Well, winter has been and gone. We had a great time learning to snowboard – even if both of us did have brief and intense moments of rage and frustration on the slopes – and got swept up in the euphoria in Wellington as we were in the Westpac Stadium to witness the British and Irish Lions defeat New Zealand.
However, now our attention turns again to the road. The hills are getting greener, the days longer and we’re looking forward to heading out on adventures in our new campervan.
Back in September we traveled up the west coast to Franz Josef where Steph had found a Nissan Serena that was being sold by a German guy who lived there. A pretty standard people carrier or MPV, the two rows of rear seats had been removed and in their place, a wooden bed frame had been built from 20mm chipboard and some pine posts.
With plenty of room to make it our own, we bought it and drove it back to Wanaka the next day.
For the next three weekends, Steph and I used our combined carpentry and textile knowledge to create curtains, mattress covers, modify the bed frame and add shelving.
After much hard work, some glaring errors and a lot of swearing, we had kitted out the van for some very comfortable camping.
We (by which I mean I – Steve) had also managed to cleverly convert the electric slide door into a manual slide door using an ingenious power drill method to completely destroy the door’s regulator. Finally, I was putting my G-grade GCSE in Resistant Materials to good use.
Thoroughly pleased with ourselves, through October and November we have taken the van on her first few trips.
Kinloch and Lake Rere
Firstly, we made the short journey over the Crown Range to Kinloch, home to one of our favourite campsites, to celebrate my 31st birthday. Set at the head of Lake Wakatipu, we parked up to watch the sun set on the mountains.
The next morning we took a short hike around Lake Rere, easing ourselves back into hiking season on the four hour loop.
The next weekend we ventured further afield, travelling the breadth of the South Island from Wanaka to Akaroa and the Banks Peninsula on the east coast, near Christchurch.
It was a place recommended to us by a friend back in the UK and had been on our list since we arrived in New Zealand over a year ago.
Here, lush green mountains that constitute the caldera of an extinct volcano surround a natural harbour, formed when the coastal volcano erupted and collapsed, allowing sea water to flood in and fill the crater.
A total change of scene from Wanaka and what was still then a very dusty, yellow Central Otago, Akaroa is a charming little town, enveloped by stunning countryside. Some of the landscape was, at times, reminiscent of Wales, Yorkshire and Cornwall with narrow roads navigating rolling hills that tumble down towards the golden sand beaches and coves. While the rural setting was distinctly Kiwi, it was nice to be reminded of home as we marked the anniversary of our arrival in New Zealand.
Taking a boat trip out on the harbour – a gift from Steph for my birthday – we saw Little Blue Penguins and Hector’s Dolphins (the planet’s rarest and smallest oceanic dolphins), which was a real treat for an armchair wildlife fan like me.
That evening was spent drinking wine in the hot tub at our AirBnB rental, watching the sun setting on the mountains around us.

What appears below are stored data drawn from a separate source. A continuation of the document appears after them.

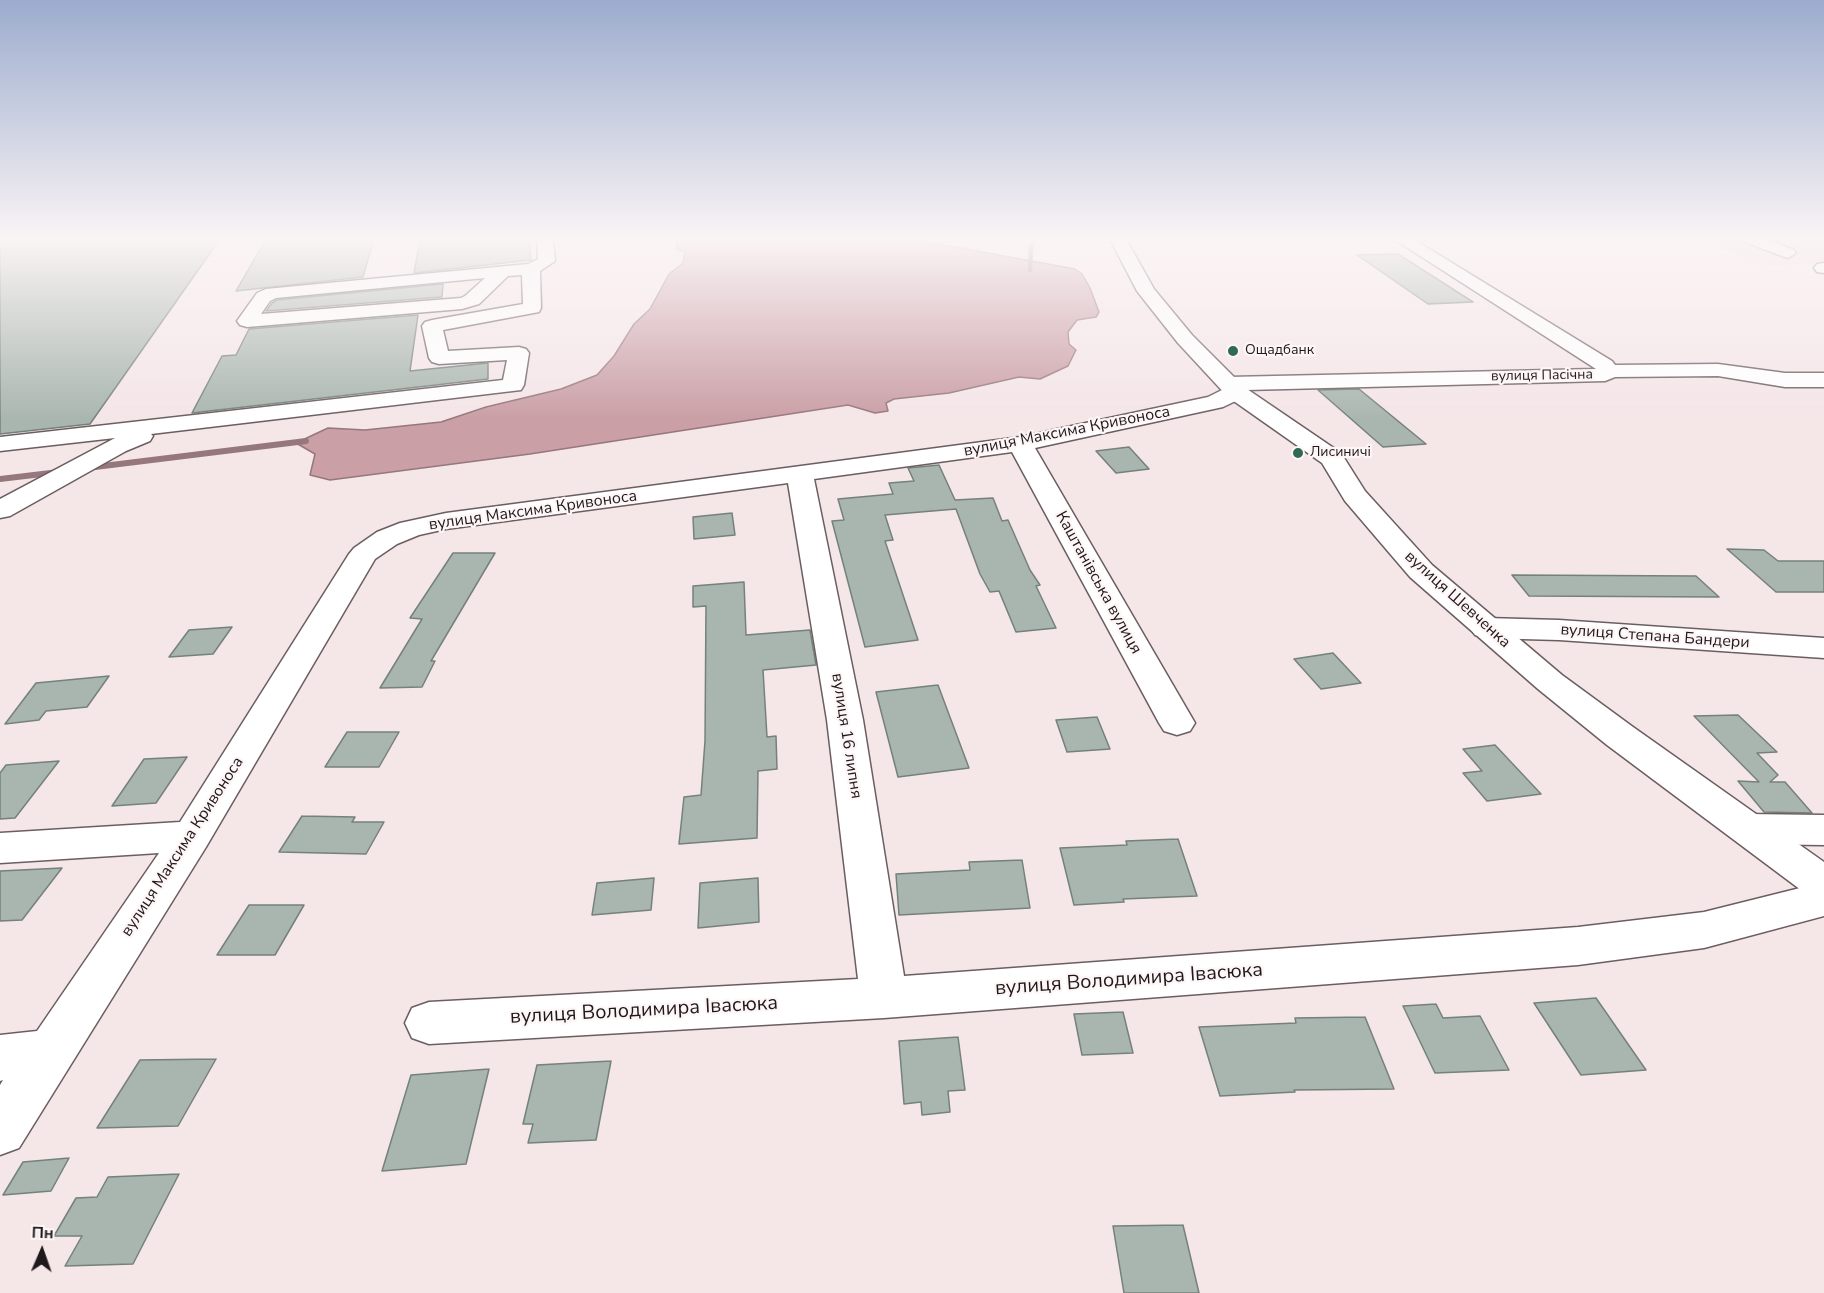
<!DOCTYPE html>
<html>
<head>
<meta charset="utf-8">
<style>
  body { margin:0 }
  #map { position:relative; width:1824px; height:1293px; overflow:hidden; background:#f5e6e8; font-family:"Nunito Sans",sans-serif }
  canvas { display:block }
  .north { position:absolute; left:12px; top:1221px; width:60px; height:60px; -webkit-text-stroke:4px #fef5f7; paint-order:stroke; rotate:2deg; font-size:16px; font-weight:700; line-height:24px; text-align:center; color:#1e191a }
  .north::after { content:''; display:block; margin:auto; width:21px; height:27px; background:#1e191a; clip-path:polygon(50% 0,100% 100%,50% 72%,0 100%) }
</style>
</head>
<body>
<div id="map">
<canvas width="1824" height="1293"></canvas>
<div class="north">Пн</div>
</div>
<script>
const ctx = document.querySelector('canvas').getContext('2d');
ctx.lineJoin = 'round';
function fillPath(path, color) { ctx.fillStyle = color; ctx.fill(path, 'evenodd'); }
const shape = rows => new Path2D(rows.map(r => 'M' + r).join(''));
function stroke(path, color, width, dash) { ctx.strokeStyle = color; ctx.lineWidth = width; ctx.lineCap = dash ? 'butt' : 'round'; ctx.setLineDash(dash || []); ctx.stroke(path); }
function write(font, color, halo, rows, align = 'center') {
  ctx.font = font + ' "Nunito Sans",sans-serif'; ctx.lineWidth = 4.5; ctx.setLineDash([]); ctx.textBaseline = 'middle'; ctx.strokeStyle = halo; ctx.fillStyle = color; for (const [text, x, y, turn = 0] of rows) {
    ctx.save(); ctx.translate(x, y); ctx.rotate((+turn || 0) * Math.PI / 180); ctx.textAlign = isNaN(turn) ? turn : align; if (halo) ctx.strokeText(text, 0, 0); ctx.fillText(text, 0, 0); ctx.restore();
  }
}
fillPath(shape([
  [1699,239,1824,239,1824,263,1767,266]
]), '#f0d8dc');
const water = shape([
  [676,239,911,239,928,242,1075,269,1082,274,1090,288,1099,312,1096,317,1077,320,1068,332,1069,344,1076,350,1068,366,1040,379,1019,377,949,393,894,399,886,403,888,411,875,413,848,405,530,454,330,480,310,475,315,454,296,443,328,428,365,430,441,422,486,407,561,389,597,375,614,356,634,324,650,309,669,274,683,263,685,251,677,250,676,239]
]);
fillPath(water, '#ca9fa6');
stroke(water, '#96777c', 1.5);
stroke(shape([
  [1030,270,1031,247,1035,239]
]), '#96777c', 4.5);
stroke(shape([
  [87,468,306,441],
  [0,479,59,472]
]), '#96777c', 6);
const building = shape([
  [0,239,220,239,90,424,0,434,0,239],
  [266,239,374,239,363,277,236,291,266,239],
  [420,239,529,239,531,260,414,273,420,239],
  [1398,254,1473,302,1428,304,1357,255,1398,254],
  [443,284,442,297,266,311,272,303,277,300,443,284],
  [418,315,410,371,488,363,488,379,192,413,222,356,236,355,249,329,418,315],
  [1359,389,1426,444,1383,447,1318,390,1359,389],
  [1129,447,1149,469,1116,473,1096,451,1129,447],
  [939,465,955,500,993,498,1002,521,1008,520,1030,570,1040,585,1036,586,1056,628,1016,632,999,591,990,592,980,574,956,509,885,515,893,540,885,541,918,640,865,647,832,521,844,520,838,499,893,494,889,483,914,481,908,468,939,465],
  [732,513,735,535,694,539,693,517,732,513],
  [1727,549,1764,550,1778,561,1824,561,1824,592,1776,592,1727,549],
  [453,553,495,553,431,661,435,661,422,687,380,688,422,619,410,618,453,553],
  [1512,575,1696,576,1719,597,1529,596,1512,575],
  [744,582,746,635,810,630,816,665,763,670,767,737,776,736,777,769,758,771,757,838,679,844,684,797,701,795,705,741,706,606,693,607,693,586,744,582],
  [232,627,213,654,169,657,189,630,232,627],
  [1333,653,1361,683,1321,689,1294,659,1333,653],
  [109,676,87,707,46,711,39,720,5,724,36,683,109,676],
  [938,685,969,768,898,777,876,692,938,685],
  [1738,715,1777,752,1757,753,1778,775,1770,782,1785,782,1812,813,1764,812,1738,781,1759,782,1694,716,1738,715],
  [1097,717,1110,749,1067,752,1056,720,1097,717],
  [347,732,399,732,379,767,325,767,347,732],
  [1495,745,1541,794,1487,801,1463,773,1482,771,1463,749,1495,745],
  [187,757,156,803,112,806,144,759,187,757],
  [59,761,15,818,0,819,0,773,6,765,59,761],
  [302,816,355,817,352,822,384,822,366,854,279,852,302,816],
  [1178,839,1197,896,1123,899,1124,902,1074,905,1060,848,1127,845,1126,841,1178,839],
  [1022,860,1030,908,899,915,896,874,970,870,969,862,1022,860],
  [62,868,22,920,0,921,0,871,62,868],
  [654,878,651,910,592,915,597,883,654,878],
  [758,878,759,922,698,928,700,883,758,878],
  [249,905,304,905,275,955,217,955,249,905],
  [1596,998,1646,1070,1581,1075,1534,1003,1596,998],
  [1436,1004,1443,1018,1480,1016,1509,1070,1435,1073,1403,1006,1436,1004],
  [1123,1012,1133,1053,1082,1055,1074,1014,1123,1012],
  [1365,1017,1394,1089,1294,1090,1295,1092,1220,1096,1199,1027,1296,1023,1295,1018,1365,1017],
  [958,1037,965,1090,948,1091,950,1112,922,1115,921,1102,904,1104,899,1041,958,1037],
  [216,1059,178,1126,97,1128,140,1060,216,1059],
  [611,1061,596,1140,528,1143,533,1124,523,1124,537,1065,611,1061],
  [489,1069,466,1164,382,1171,411,1075,489,1069],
  [69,1158,51,1191,3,1195,23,1162,69,1158],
  [179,1174,133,1264,65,1266,82,1236,54,1236,76,1198,97,1197,108,1177,179,1174],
  [1183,1225,1199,1293,1124,1293,1113,1226,1183,1225]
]);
fillPath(building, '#a9b6af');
stroke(building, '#75817b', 1.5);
const minor = shape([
  [537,239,553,239,555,261,540,271,541,308,539,312,443,330,448,351,519,347,526,349,529,353,524,385,521,390,151,434,153,436,150,441,126,451,10,516,0,518,0,499,115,438,0,451,0,437,503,380,507,360,439,364,432,362,429,358,422,326,425,322,432,320,523,304,522,275,508,276,479,304,462,309,247,327,240,325,237,321,257,293,266,289,528,264,538,259,537,239],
  [485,278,465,296,461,298,261,314,270,301,276,298,485,278],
  [1394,239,1413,239,1612,361,1615,365,1718,364,1785,373,1824,373,1824,387,1785,387,1718,376,1615,377,1605,381,1246,390,1244,397,1223,407,1035,448,1195,723,1190,731,1177,735,1164,731,1159,723,1012,452,814,479,863,720,904,976,1578,927,1704,912,1824,882,1824,916,1704,948,1578,965,884,1018,429,1044,412,1038,405,1023,412,1008,429,1002,858,979,827,720,788,483,446,529,419,535,397,544,375,559,206,847,19,1148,0,1155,0,1085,3,1080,0,1081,0,1035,37,1031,159,853,0,863,0,833,180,822,349,554,354,548,377,532,400,523,446,513,1020,437,1208,397,1224,389,1218,384,1221,379,1229,377,1596,369,1394,239],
  [1743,239,1766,239,1794,250,1796,253,1788,258,1782,256,1745,242,1743,239],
  [1824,263,1824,273,1817,272,1814,268,1817,264,1824,263],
  [1486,618,1559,620,1824,638,1824,658,1559,640,1486,638,1475,635,1470,628,1475,621,1486,618],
  [1748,814,1824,815,1824,845,1748,844,1734,839,1728,829,1734,819,1748,814]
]);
const major = shape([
  [1110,239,1126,239,1154,289,1192,335,1244,387,1341,453,1365,491,1432,565,1562,675,1633,727,1824,862,1824,900,1809,896,1607,745,1538,689,1410,577,1345,501,1322,463,1228,397,1178,343,1137,291,1110,239]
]);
stroke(minor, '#6b5e60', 3);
stroke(major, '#6b5e60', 3);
fillPath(minor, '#fff');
fillPath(major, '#fff');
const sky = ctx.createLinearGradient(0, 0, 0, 420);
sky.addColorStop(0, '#9cacce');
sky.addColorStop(0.57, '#faf4f5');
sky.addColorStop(1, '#faf4f500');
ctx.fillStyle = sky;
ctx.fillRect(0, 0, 1824, 420);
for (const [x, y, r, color] of [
  [1233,351,6,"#306a53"],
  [1298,453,6,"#306a53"]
]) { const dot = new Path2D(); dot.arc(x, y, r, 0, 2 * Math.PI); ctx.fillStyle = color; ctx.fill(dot); stroke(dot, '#fef5f7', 2); }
write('14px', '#1e191a', '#fef5f7', [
  ["Ощадбанк",1245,351],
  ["Лисиничі",1310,453]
], 'left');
write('14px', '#1e191a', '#fef5f7', [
  ["вулиця Пасічна",1542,376,-1]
]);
write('16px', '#1e191a', '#fef5f7', [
  ["вулиця Максима Кривоноса",1067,432,-11],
  ["вулиця Максима Кривоноса",533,511,-8],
  ["Каштанівська вулиця",1098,583,61],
  ["вулиця Шевченка",1457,600,42],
  ["вулиця Степана Бандери",1655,637,4],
  ["вулиця 16 липня",846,736,81],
  ["вулиця Максима Кривоноса",183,847,-57]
]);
write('20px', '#1e191a', '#fef5f7', [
  ["вулиця Володимира Івасюка",1129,980,-4],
  ["вулиця Володимира Івасюка",644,1011,-3]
]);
</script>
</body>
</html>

Most recently we retraced some of those initial steps we took on our travels this time last year.
On our days off last week, we re-walked part of the Routeburn Track with a couple of friends. When Steph and I attempted the hike in November 2016 the Fiordland weather was its usual soggy, grey self as we trudged our way through 32km of rain and the occasional view.
Since then we had promised ourselves we would do it again in better weather, and with the huts booked up from mid-November until March 2018, the weather window that presented itself on 30 October to 1 November this year was realistically our last chance to enjoy the views on the country’s second most popular Great Walk.
The sun shone down on us for most of the two days of our trip this time and we were treated to some incredible views from Harris Saddle, both down the Hollyford Valley towards Lake Gunn and back over our shoulder along the Routeburn River.
This week we’ve had a bit of downtime to get on with some boring life admin and such, but we’ve booked some time off work for the end of November and will be heading out in the van for ten days very soon, so we’ll let you know how we get on.
In the meantime, enjoy the photos Steph took of our aforementioned adventuring and we’ll see you again soon.
Some of you who have been following our blog from the beginning may have noticed that we still haven’t got round to recording the podcast we said was going to accompany our writing. Well, quite frankly, we thought it was just a bit too narcissistic, embarrassing and needless a thing to do. Plus we’d also much rather be out enjoying the things we’re doing instead of providing audio commentary and wimbling on like absolute toolbags. So we’re not doing it. The world doesn’t need another podcast.